I have posted here before about the leadership role in Responsible Tourism taken by Kerala and Madhya Pradesh; India is now the world’s leading Responsible Tourism Destination. India is currently leading the G20 and has an opportunity to encourage others to take a destination-led approach to developing and managing tourism in mission mode. The 2023 Budget advocates a shift from department centric and scheme-centric approach to a destination-centric approach for planning, developing and managing tourism. Convergence, getting all of the ministries, departments and agencies at national, state and local levels is essential to managing tourism sustainably.
India is also addressing the threat of climate change. In Bhopal earlier this year I was offered a chocolate brownie by a chef, challenged, as have other chefs, to cook with millet. It was stunning, perhaps the best I have ever eaten. Army chefs are also being trained to cook millet. This year’s YUVA Pratibha – Culinary Talent Hunt’ includes millets.

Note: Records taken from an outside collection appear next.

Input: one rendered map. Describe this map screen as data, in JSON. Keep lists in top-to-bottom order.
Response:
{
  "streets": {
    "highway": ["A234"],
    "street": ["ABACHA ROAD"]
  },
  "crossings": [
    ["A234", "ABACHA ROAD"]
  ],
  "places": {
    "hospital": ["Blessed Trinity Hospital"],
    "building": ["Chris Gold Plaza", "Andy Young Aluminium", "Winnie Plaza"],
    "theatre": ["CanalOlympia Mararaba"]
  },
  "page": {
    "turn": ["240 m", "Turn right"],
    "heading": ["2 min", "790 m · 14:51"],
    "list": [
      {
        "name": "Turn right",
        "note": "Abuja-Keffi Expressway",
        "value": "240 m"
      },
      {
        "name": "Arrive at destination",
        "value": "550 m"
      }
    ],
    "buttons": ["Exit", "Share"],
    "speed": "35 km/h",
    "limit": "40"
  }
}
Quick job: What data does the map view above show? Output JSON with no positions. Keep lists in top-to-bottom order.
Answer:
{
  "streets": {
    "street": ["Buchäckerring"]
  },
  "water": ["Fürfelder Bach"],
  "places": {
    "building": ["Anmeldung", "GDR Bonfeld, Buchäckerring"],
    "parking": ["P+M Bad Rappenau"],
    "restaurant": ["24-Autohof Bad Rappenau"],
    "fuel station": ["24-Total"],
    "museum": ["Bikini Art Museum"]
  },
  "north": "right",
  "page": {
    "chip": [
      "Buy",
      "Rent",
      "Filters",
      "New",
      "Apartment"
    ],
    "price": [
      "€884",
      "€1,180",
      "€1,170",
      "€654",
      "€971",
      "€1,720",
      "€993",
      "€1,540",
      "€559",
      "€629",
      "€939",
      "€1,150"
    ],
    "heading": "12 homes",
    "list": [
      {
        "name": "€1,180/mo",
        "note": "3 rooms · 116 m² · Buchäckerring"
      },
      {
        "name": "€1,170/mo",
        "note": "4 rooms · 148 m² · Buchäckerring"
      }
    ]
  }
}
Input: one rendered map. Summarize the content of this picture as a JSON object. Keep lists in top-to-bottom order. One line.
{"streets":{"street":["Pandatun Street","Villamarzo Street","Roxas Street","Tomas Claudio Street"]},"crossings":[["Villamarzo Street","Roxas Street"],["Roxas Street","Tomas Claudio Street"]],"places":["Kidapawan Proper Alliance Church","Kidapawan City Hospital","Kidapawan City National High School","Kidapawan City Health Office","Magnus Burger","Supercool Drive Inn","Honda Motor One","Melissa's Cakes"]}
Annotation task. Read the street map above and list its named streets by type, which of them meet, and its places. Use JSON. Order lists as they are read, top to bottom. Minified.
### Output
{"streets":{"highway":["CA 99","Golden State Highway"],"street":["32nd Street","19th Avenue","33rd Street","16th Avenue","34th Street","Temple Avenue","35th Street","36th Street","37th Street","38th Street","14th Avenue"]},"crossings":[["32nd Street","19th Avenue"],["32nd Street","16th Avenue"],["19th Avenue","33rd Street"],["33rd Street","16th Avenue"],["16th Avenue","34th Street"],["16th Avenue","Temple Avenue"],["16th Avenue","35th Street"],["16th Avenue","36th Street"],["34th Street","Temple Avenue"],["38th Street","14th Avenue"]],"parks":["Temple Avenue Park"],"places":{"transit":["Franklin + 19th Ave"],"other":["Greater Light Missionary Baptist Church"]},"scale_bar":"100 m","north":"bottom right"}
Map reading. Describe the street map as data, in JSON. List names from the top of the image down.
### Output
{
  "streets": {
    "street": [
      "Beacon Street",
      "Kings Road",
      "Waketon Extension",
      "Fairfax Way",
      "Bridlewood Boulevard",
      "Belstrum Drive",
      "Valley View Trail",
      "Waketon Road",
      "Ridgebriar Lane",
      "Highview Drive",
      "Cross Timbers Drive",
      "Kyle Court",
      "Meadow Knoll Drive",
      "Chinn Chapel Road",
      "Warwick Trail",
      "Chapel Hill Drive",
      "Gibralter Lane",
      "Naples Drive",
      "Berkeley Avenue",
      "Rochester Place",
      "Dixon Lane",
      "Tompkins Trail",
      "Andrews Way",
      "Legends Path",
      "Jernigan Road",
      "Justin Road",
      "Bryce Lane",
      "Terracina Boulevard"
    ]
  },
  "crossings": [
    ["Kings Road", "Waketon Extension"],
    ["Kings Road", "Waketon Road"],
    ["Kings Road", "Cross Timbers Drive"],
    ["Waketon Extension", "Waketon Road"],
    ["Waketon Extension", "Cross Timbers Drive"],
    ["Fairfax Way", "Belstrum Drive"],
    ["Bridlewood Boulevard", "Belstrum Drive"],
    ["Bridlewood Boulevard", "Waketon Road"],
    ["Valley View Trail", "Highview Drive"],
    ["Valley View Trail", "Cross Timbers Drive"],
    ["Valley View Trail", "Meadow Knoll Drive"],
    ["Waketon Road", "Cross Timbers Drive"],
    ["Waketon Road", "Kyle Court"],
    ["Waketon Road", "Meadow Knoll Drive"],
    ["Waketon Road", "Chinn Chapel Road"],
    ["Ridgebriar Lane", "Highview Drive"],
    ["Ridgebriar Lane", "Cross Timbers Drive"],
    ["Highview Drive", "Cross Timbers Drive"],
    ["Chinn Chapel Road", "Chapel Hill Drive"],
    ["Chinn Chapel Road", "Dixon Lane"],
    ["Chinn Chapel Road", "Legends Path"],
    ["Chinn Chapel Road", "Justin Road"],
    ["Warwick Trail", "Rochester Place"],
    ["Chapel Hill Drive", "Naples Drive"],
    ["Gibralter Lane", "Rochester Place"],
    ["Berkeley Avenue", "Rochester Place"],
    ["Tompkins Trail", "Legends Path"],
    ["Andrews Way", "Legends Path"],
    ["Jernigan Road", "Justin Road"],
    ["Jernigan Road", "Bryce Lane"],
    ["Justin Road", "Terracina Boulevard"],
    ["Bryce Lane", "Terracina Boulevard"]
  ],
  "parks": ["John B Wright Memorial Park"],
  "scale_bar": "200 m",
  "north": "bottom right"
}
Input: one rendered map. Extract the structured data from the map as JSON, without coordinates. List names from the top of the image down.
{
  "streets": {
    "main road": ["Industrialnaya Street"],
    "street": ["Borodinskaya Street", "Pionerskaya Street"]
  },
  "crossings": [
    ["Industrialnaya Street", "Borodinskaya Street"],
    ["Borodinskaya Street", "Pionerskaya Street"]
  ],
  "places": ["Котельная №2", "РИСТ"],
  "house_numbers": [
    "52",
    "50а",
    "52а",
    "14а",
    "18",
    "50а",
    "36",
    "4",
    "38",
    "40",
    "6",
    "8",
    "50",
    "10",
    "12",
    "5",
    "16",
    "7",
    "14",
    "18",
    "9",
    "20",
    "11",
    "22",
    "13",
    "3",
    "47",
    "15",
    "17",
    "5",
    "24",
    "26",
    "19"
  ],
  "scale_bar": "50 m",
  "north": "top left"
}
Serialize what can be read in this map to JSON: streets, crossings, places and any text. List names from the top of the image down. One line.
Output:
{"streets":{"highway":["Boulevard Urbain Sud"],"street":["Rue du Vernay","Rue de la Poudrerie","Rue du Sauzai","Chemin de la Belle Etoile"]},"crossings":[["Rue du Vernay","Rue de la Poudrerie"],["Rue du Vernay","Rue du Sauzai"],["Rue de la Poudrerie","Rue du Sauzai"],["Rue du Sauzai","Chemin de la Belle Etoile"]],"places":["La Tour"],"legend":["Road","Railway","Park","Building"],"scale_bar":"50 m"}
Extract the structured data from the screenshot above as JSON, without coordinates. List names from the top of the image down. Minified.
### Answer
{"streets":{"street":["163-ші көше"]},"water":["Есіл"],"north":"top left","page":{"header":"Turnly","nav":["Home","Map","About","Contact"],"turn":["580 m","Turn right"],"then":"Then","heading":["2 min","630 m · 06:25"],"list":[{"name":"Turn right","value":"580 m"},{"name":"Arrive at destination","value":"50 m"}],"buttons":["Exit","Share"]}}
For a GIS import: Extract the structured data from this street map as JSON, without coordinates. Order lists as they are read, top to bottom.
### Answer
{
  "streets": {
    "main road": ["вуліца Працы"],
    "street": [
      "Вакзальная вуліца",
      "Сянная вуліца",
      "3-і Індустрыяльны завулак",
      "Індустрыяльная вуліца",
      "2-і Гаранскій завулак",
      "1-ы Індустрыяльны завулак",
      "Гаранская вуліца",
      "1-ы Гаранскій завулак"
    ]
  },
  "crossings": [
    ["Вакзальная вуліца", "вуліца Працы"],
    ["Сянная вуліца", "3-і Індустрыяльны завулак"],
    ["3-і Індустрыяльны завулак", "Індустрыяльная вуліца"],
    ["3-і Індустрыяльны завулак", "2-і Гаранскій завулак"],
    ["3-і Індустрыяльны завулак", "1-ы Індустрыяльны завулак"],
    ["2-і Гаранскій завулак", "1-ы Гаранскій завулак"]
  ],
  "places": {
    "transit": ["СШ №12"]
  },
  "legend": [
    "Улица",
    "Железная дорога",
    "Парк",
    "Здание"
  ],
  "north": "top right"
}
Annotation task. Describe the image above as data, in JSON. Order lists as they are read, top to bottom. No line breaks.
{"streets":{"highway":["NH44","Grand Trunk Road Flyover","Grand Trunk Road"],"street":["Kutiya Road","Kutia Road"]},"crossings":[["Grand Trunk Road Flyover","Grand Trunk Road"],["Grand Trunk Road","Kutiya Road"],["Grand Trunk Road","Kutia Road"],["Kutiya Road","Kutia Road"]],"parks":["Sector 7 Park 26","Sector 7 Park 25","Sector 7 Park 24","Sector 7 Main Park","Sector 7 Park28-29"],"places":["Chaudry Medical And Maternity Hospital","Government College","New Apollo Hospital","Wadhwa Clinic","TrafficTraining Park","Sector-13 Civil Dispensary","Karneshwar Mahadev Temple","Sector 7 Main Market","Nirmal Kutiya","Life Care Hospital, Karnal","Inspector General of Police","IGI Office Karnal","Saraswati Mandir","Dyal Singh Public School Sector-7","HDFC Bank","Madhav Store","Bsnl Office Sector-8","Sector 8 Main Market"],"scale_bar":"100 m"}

2023 is the International Tear of Millets. Millet is a family of small-seeded grasses cultivated as grain crops, including pearl millet (bajra), finger millet (ragi) and sorghum (jowar). In Europe, we are familiar with it as food for budgerigars; India is promoting its cultivation and use in top restaurants to change the public perception of the grain.
Jacqueline Hughes, Director General of the International Crops Research Institute for the Semi-Arid Tropics (ICRISAT), explains that millets adapt to the drylands and grow in difficult conditions. Since they are hardy, salinity-tolerant, and can grow in drought-prone environments with poor soils, even in temperatures up to 50 degrees Celsius, they minimise the risk to farmers and communities. Back in December, Prime Minister Modi at the launch of the International Year of Millets at the FAO in Rome, saying “A global movement related to millets is an important step since they are easy to grow, climate resilient, and drought resistant,” The government has increased the value of millets to farmers and through the public distribution system ensured a steady market.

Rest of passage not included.